Microsoft (MSFT) shares jumped in after-hours trading to reverse earlier losses after strong gains in its cloud revenue. The latest earnings could boost markets after a bearish day on banking news.
MSFT – Daily Chart
The price of MSFT shares closed down 2.75% on the day but jumped around 5% after the earnings release. That brings the price close to the previous resistance around the $290 level, and traders can focus on that level for the path ahead.
Profits were $2.45 per share, beating Wall Street estimates for $2.23 per share, and were 10% higher than a year ago. That was a good performance as the big tech industry struggles with currency headwinds and slowing ad spending in the global economic downturn.
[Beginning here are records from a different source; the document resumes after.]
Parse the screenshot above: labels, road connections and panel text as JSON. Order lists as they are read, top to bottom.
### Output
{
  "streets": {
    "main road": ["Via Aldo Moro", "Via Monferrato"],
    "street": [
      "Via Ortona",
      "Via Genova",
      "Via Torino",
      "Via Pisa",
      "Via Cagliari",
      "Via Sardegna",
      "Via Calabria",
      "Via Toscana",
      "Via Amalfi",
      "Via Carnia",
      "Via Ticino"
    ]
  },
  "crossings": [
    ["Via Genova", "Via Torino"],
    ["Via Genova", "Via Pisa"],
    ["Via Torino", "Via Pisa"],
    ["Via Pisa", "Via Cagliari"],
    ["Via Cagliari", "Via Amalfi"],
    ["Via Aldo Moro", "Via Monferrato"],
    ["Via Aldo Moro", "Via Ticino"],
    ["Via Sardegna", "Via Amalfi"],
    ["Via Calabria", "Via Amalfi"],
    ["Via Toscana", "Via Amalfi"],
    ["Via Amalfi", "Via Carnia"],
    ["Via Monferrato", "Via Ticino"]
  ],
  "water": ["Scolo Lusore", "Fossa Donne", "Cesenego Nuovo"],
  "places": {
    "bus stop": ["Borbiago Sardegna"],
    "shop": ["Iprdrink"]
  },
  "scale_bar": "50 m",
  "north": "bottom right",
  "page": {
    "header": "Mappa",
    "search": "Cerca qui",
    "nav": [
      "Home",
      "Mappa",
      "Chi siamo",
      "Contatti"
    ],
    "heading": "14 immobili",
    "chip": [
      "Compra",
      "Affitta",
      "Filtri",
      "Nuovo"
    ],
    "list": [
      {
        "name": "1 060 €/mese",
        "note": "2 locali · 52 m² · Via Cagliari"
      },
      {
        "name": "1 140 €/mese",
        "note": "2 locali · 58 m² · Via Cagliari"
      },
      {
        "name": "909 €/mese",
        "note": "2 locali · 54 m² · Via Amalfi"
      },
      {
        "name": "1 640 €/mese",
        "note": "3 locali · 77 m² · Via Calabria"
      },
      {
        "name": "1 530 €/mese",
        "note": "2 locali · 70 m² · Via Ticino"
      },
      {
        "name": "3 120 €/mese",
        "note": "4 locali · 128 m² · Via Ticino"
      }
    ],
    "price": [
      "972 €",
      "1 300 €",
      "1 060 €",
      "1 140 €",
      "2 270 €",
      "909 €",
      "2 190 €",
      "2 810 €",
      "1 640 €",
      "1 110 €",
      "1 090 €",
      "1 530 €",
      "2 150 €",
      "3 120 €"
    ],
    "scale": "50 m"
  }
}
Microsoft Reports Strong Cloud Revenue
Revenue increased by 7% to $52.9 billion in the quarter to March, beating estimates of $51.02 billion. The software and cloud computing services drive Microsoft sales, despite the hype over its partnership with ChatGPT creator OpenAI.
The company did say that search revenues were 10% higher, but the personal computing segment was still lower. Microsoft is advancing toward the business of AI by integrating similar tools into its cloud computing and software products. Analysts hope it can add to corporations’ recent bullish momentum in cloud computing adoption.
Wedbush analyst Dan Ives said that 37% y-o-y gains in the Azure cloud were a “flex the muscles moment” for Microsoft and its CEO Satya Nadella.
Analysts were expecting a gloomier release due to the economy’s effect on PC sales and company spending. The sales drop in computing products was less severe than analysts had expected, with revenue of $13.3 billion versus analyst estimates of $12.19 billion.
The market was lower for U.S. stocks today after First Republic Bank fell to new all-time lows. The company announced on Monday that it lost 40% of its banking deposits during the Silicon Valley Bank contagion.
Traders can look for a breakout in MSFT above the $290 level, but some caution would be advised on the regional bank concerns.